Cause: Ralph Workflow now uses an evidence-backed liveness model instead of assuming that an existing child PID means useful work is still happening. A child is treated as alive only when it renews its progress or heartbeat lease within the configured TTL (default: progress 45 s, heartbeat 15 s). If a process still exists but no fresh evidence remains, Ralph Workflow stops treating it as healthy active work and moves toward retry or recovery.

The waiting status log line includes alive_by= to explain the active evidence:

Background child work still active (run=120s, cumulative=240s, ceiling=600s, alive_by=fresh_heartbeat_only)

If you see alive_by=stale_label_only or alive_by=os_descendant_only_stale_progress, the child has gone quiet and the watchdog will apply the shorter no-progress ceiling (default: 600 s) instead of the full ceiling (1800 s). This means a stuck child that is not making progress will be detected and escalated faster.

The effective ceiling used is also visible in the HARD_STOP diagnostic as effective_ceiling:

  • effective_ceiling=no_progress — shorter no-progress ceiling fired (child was not making progress)

  • effective_ceiling=standard — full ceiling fired (child was making progress until the end)

Fix if child genuinely hangs: Check the child agent log for errors. The parent will fire CHILDREN_PERSIST_TOO_LONG when the applicable ceiling is reached:

  • No-progress ceiling (default 600 s) if child is alive but not making progress

  • Full ceiling (default 1800 s) if child is making genuine progress

Tuning the no-progress ceiling: To disable the no-progress ceiling entirely and always use the full 1800 s ceiling, set agent_idle_no_progress_waiting_on_child_seconds = null in your TOML config. This is not recommended unless you have workloads with legitimately long quiet periods between progress signals.

Default Claude transport exited without completing

Symptom: The pipeline retried the default Claude transport, or the run log shows RESUMABLE_CONTINUE after a Claude invocation.
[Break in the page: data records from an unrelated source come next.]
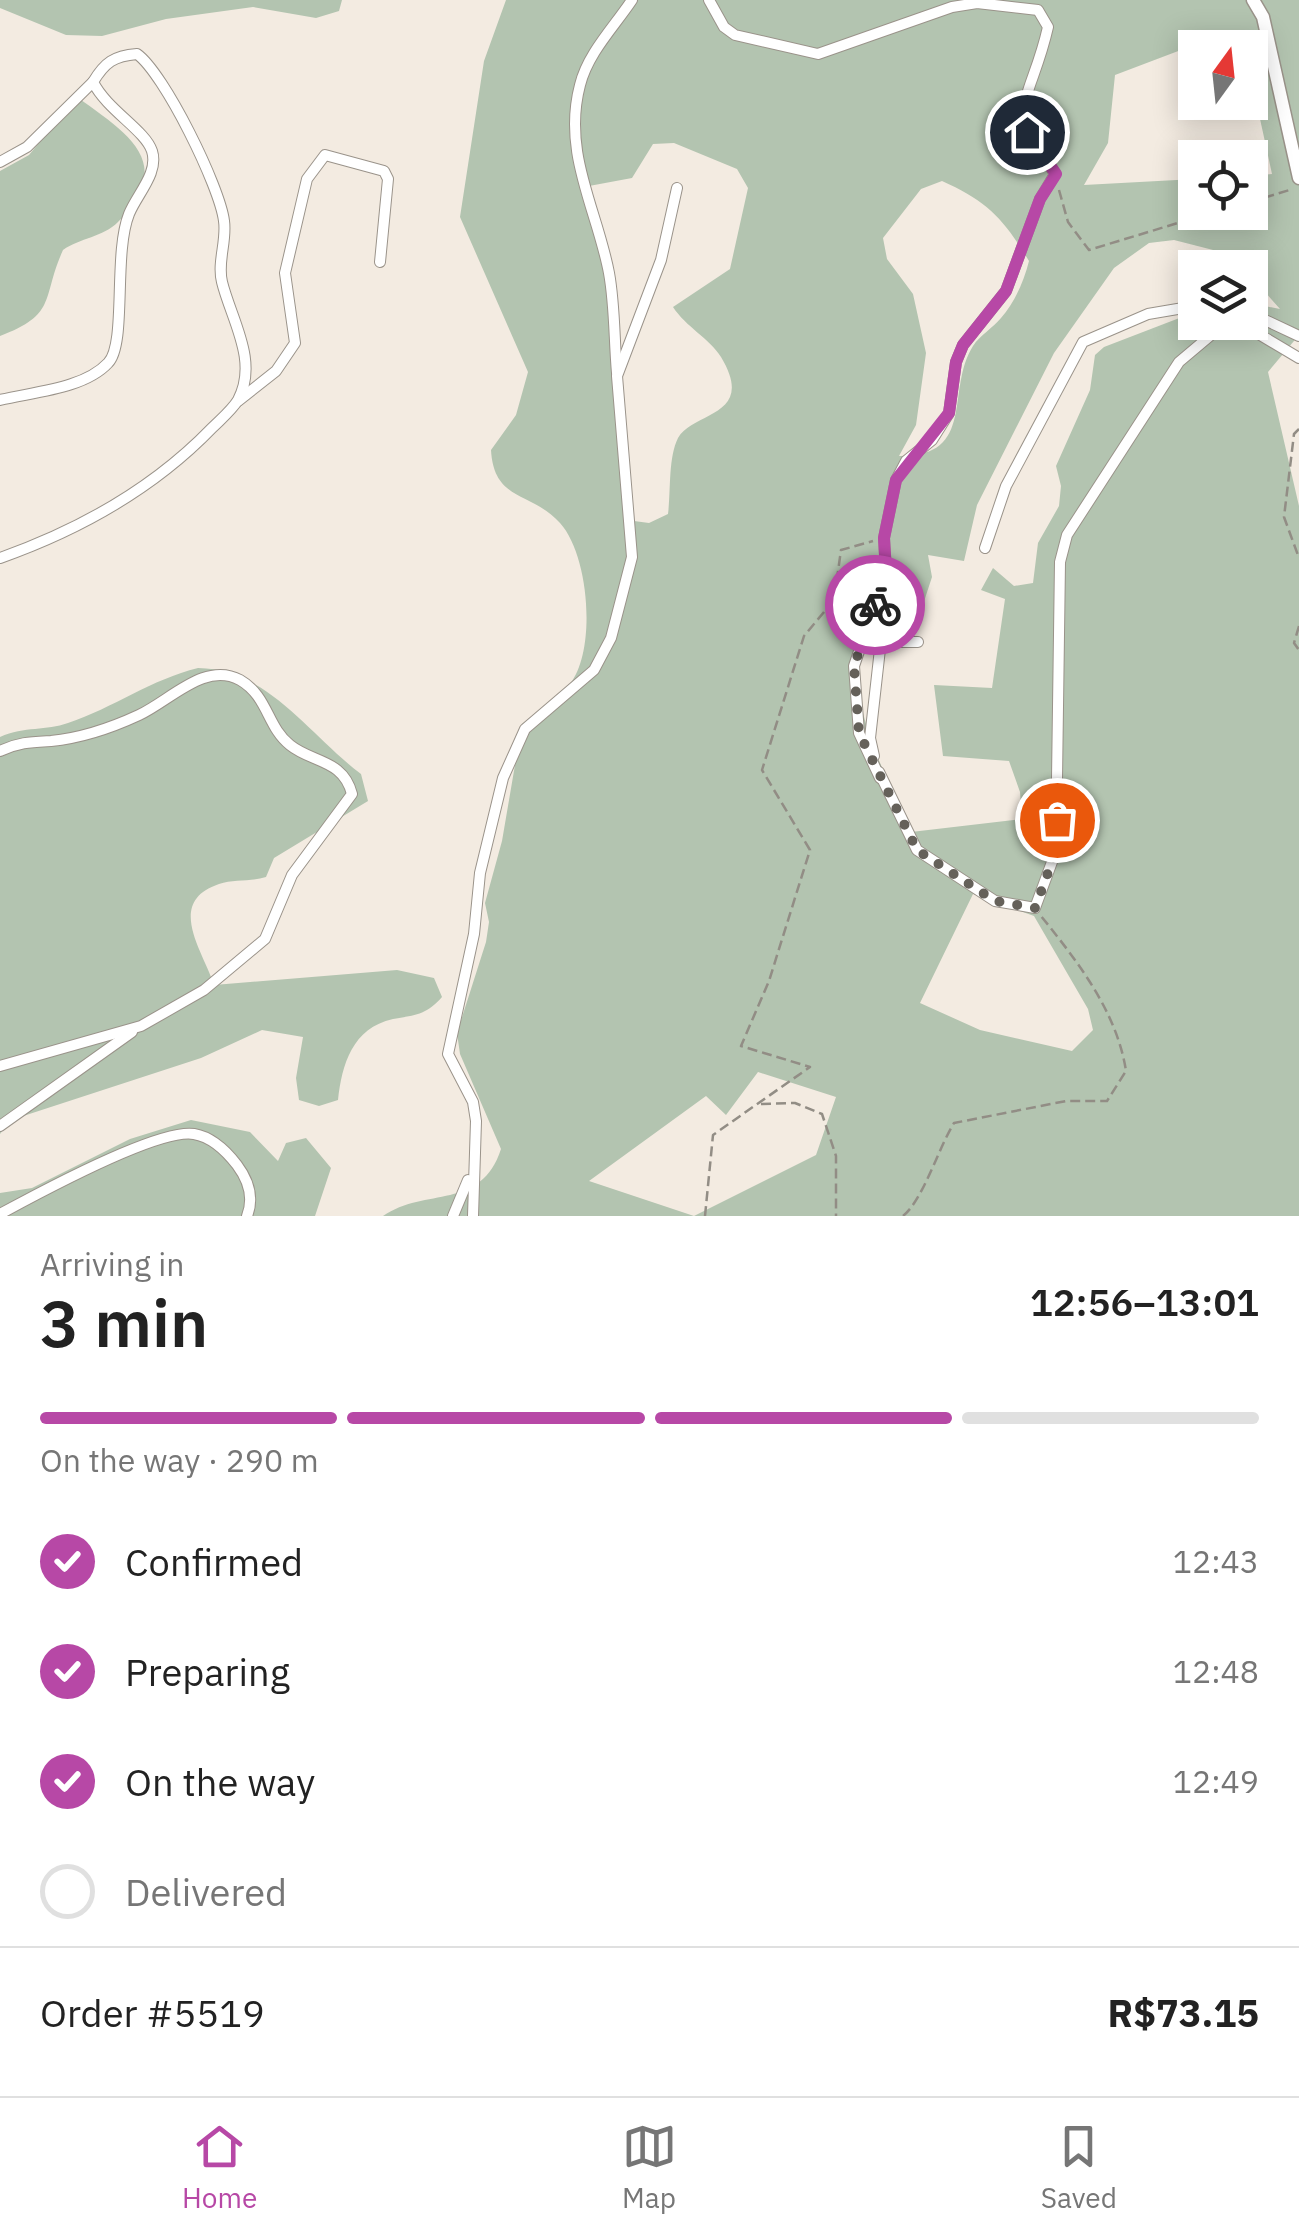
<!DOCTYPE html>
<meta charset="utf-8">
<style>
:root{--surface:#fff;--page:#f2f2f2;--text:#222;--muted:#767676;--line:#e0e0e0;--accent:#b748a6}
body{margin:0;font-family:"IBM Plex Sans",sans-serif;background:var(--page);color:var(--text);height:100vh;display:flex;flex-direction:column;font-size:38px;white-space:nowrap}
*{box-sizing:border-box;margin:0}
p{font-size:32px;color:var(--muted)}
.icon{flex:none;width:55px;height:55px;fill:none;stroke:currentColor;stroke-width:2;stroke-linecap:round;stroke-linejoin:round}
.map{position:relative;height:1216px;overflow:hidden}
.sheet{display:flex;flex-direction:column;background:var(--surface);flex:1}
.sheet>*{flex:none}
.needle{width:65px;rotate:15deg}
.buttons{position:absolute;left:1178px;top:30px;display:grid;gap:20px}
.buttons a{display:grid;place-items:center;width:90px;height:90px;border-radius:0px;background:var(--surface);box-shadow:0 5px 25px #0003;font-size:50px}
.pin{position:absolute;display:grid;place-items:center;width:85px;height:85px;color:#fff;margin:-42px;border:5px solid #fff;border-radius:50%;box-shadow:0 2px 10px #0007}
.courier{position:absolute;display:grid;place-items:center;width:100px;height:100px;margin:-50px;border:8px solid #b748a6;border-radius:50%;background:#fff;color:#222;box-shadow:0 2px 12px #0007}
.headline em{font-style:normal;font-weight:600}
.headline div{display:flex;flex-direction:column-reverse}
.headline{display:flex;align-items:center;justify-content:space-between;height:170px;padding:0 40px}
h1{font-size:65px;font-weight:600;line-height:75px}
.bar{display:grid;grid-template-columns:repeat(4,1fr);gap:15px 10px;align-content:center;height:120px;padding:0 40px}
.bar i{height:12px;border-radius:8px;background:var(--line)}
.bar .on{background:var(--accent)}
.bar p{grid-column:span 4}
.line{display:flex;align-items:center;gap:25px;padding:0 40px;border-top:2px solid var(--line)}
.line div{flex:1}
ol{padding:0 40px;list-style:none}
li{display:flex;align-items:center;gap:30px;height:110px}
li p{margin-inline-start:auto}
li .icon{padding:10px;border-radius:50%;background:var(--accent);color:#fff;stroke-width:4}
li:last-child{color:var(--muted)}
li i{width:55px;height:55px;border:5px solid var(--line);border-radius:50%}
.tab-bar{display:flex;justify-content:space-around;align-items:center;height:140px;border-top:2px solid var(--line);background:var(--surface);font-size:28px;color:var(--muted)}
.tab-bar a{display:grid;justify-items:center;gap:5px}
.tab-bar .on{color:var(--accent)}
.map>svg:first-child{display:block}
.green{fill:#b3c4b0;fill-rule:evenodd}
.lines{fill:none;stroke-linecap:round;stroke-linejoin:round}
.minor-casing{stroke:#9a938a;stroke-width:12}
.tertiary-casing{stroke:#9a938a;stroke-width:15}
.path{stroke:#928d85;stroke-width:2.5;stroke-dasharray:10 5;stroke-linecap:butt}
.minor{stroke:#fff;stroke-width:10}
.tertiary{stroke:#fff;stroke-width:12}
.done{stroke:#65615a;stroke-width:10;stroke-dasharray:0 18}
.route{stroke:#b748a6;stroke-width:12}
</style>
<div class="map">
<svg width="1299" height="1216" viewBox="0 0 1299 1216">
<rect width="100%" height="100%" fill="#f3ebe1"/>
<g class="green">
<polygon points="0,0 342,0 339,11 316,18 253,7 166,19 102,36 66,35 0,8"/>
<path d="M 506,0 L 1299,0 L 1299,335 L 1268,372 L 1299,506 L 1299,1216 L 383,1216 C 425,1187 481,1211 501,1149 L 460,1054 L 457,1033 L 486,942 L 489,922 L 485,903 L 502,841 L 522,724 C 536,712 558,699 570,684 C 597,649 589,555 560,523 C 531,491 494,502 491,450 L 516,415 L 528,372 L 460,217 L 484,61 ZM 1242,35 L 1245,47 L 1250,48 L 1250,73 L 1272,174 L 1250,176 L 1250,212 L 1195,212 L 1195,179 L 1084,185 L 1108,143 L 1115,75 L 1202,42 ZM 674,143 L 737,169 L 748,188 L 730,269 L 673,307 C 686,327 709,338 721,357 C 757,417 693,411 678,438 C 668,458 671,491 668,514 L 649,523 L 634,521 L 598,221 L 589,186 L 632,178 L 653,144 ZM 942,181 C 987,201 1004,219 1029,261 C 1024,281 1015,302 1001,318 C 993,328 980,335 973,346 C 945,390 977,457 899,456 L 916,425 L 926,353 L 913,294 L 887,259 L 883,238 L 921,189 ZM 1174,240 L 1217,251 L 1250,268 L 1250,275 L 1280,309 L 1250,303 L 1250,322 L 1195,322 L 1195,312 L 1104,347 L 1095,355 L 1090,390 L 1056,466 L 1061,486 L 1059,506 L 1038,543 L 1033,583 L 1014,586 L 993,568 L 981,590 L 1005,599 L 992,688 L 934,685 L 943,756 L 1009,761 L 1020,792 L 1022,819 L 911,832 C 894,793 833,679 868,641 C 877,631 901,635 913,635 L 932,577 L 928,555 L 964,561 L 977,505 L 1054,353 L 1114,268 L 1149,243 ZM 973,894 L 1034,916 L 1088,1009 L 1093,1030 L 1072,1051 L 980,1030 L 920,1003 ZM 758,1072 L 836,1097 L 816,1155 L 694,1216 L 589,1181 L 706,1096 L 726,1115 Z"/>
<path d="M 77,97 C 125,132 178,162 118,222 C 103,237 80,238 63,250 C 41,299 58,314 0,336 L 0,171 L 29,155 Z"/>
<path d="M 198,668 C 268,669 309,735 361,774 L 368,801 L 274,858 L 266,877 C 250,882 234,879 219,884 C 165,902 203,951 214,985 L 397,970 L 434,978 L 442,997 C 426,1015 416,1015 393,1019 C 352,1028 342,1065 338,1100 L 319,1106 L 299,1100 L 296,1078 L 303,1037 L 262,1030 L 201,1058 L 11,1120 L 0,1134 L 0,737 C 25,726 46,731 68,723 C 113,708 152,679 198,668 Z"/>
<polygon points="191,1120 250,1132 278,1161 286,1143 306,1138 331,1168 315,1216 0,1216 0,1193 32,1188 130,1139"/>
</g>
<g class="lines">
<g class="minor-casing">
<g id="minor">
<path d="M 709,0 L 724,27 L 735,35 L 818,54 L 952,7 L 977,3 L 1038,10 L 1048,27 C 1030,106 1004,98 1055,174 L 1040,199 L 1006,291 L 963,345 L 956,362 L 949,413 L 932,440 L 906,461 L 896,480 L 884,538 L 886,572 L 854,666 L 859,733 L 880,778"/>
<polyline points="0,162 27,147 93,82"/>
<polyline points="1250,313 1299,336"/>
<path d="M 617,373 C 614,340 615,306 609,273 C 597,209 562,153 580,85 C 588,53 614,27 632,0"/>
<path d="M 0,400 C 32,392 84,389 108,363 C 127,344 113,254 129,214 C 137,194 159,173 152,151 C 145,130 107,110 93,82 C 105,62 114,56 137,54 C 164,73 220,187 224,221 C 227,241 217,262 222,282 C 231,319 259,361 238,400 C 232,410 221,419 212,428 C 154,488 79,530 0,558"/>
<polyline points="238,401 276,371 295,343 285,273 307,179 325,155 384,171 388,179 380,262"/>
<polyline points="985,548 1006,486 1083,342 1148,314 1195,306"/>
<path d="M 0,751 C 19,742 32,742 51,741 C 82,738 111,728 139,715 C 171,700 205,661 240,680 C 268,696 267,727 290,745 C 312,763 343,759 352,794 L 292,875 L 265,939 L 204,990 L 141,1026 L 0,1066"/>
<polyline points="874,756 870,738 880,649 890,642 918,642"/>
<polyline points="879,772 917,850 995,901 1035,908 1056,851 1060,562 1067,535 1179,362 1217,330 1252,330 1299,358"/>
<polyline points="0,1126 132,1032"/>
<path d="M 0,1214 C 35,1195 158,1128 194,1134 C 212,1137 227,1152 237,1165 C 249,1181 254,1198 247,1216"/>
<polyline points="453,1216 468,1180"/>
<polyline points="473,1216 476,1121 473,1102 448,1054 474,934 480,873 503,778 525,729 594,670 611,638 632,557 617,376 661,260 677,188"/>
</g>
</g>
<g class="tertiary-casing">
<polyline id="tertiary" points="1253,0 1263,17 1299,178"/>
</g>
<g class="path">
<polyline points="1059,190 1068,222 1089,250 1214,212"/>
<polyline points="1250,202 1293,189"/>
<polyline points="1299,429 1294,434 1284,517 1299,558"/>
<polyline points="1299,626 1294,643 1299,650"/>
<polyline points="761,1104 795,1103 822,1114 836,1156 836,1216"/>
<polyline points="705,1216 713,1135 810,1067 741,1046 769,981 810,850 762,770 804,636 834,600 841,550 873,541"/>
<path d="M 903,1216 C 923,1200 938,1149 954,1123 L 1066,1101 L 1107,1101 L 1126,1071 C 1117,1012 1078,962 1041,916"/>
</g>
<use href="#minor" class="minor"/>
<use href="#tertiary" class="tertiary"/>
</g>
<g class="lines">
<polyline class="done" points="875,605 854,666 859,733 917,850 995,901 1035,908 1056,851 1057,820"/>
<polyline class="route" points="875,605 886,572 884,538 896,480 949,413 956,362 963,345 1006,291 1040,199 1056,174 1027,132"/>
</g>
</svg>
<div class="buttons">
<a><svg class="needle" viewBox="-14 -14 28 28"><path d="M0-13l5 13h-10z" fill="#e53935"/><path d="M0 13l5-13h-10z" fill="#767676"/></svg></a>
<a><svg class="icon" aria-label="locate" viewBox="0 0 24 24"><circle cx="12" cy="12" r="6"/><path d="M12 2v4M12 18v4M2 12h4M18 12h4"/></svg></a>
<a><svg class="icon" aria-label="layers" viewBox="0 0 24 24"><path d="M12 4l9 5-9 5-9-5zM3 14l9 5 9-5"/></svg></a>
</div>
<div class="pin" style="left:1057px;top:820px;background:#ea580c"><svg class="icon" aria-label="bag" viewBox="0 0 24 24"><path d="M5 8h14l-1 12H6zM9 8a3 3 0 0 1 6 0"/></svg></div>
<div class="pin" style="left:1027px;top:132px;background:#1f2937"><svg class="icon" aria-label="home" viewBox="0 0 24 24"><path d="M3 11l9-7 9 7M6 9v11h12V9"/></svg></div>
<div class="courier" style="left:875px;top:605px"><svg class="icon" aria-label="bike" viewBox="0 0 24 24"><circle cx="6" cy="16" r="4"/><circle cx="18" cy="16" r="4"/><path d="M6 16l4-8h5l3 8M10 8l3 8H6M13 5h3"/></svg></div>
</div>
<section class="sheet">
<div class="headline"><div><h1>3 min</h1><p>Arriving in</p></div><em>12:56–13:01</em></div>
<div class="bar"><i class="on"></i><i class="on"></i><i class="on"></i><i></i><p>On the way · 290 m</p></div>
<ol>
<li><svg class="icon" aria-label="check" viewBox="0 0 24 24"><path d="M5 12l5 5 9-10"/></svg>Confirmed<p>12:43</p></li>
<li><svg class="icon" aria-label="check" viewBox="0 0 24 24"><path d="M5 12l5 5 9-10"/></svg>Preparing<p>12:48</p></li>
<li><svg class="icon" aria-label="check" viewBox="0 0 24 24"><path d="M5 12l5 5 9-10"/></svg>On the way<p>12:49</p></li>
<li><i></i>Delivered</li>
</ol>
<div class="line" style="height:130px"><div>Order #5519</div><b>R$73.15</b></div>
</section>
<nav class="tab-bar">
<a class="on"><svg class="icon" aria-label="home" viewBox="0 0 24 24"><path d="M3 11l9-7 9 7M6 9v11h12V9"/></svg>Home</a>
<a><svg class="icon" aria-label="map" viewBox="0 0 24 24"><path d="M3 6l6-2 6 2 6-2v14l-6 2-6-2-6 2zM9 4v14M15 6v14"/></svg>Map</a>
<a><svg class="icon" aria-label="saved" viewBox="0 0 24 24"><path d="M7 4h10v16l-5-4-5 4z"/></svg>Saved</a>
</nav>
Cause: Ralph Workflow evaluates completion on the default Claude transport by artifact presence or an explicit declare_complete MCP call. If neither signal is present when the subprocess exits, Ralph Workflow classifies the exit as incomplete and retries the session using --resume SESSION_ID. This is expected behavior, not a failure.

Fix:

  • If the agent completed its work but did not write an artifact, confirm the agent wrote its plan or result artifact to .agent/artifacts/ and called declare_complete.

  • If the session keeps retrying without completing, check the agent logs for errors and confirm that .agent/mcp.toml is configured correctly and that the declare_complete tool is accessible.

  • To force a fresh start instead of continuing, run ralph --no-resume.

See Recovery for retry budget and fallover behavior.

Default Claude transport unavailable on Windows

Symptom: The default Claude transport fails immediately on Windows, or the run log reports that PTY-backed terminal handling is supported only on POSIX platforms.

Cause: Ralph Workflow may use PTY-backed terminal handling for the default Claude transport on POSIX systems. That transport depends on POSIX terminal APIs (openpty, fork, controlling-terminal setup), so it supports Linux and macOS directly but not native Windows terminals through the same code path.

Fix:

  • Use claude-headless on Windows when you need Claude specifically.

  • Or route the phase to another headless transport such as Codex or OpenCode.

  • For a live semantic check of the transport behavior, run python -m ralph smoke-interactive-claude on Linux or macOS.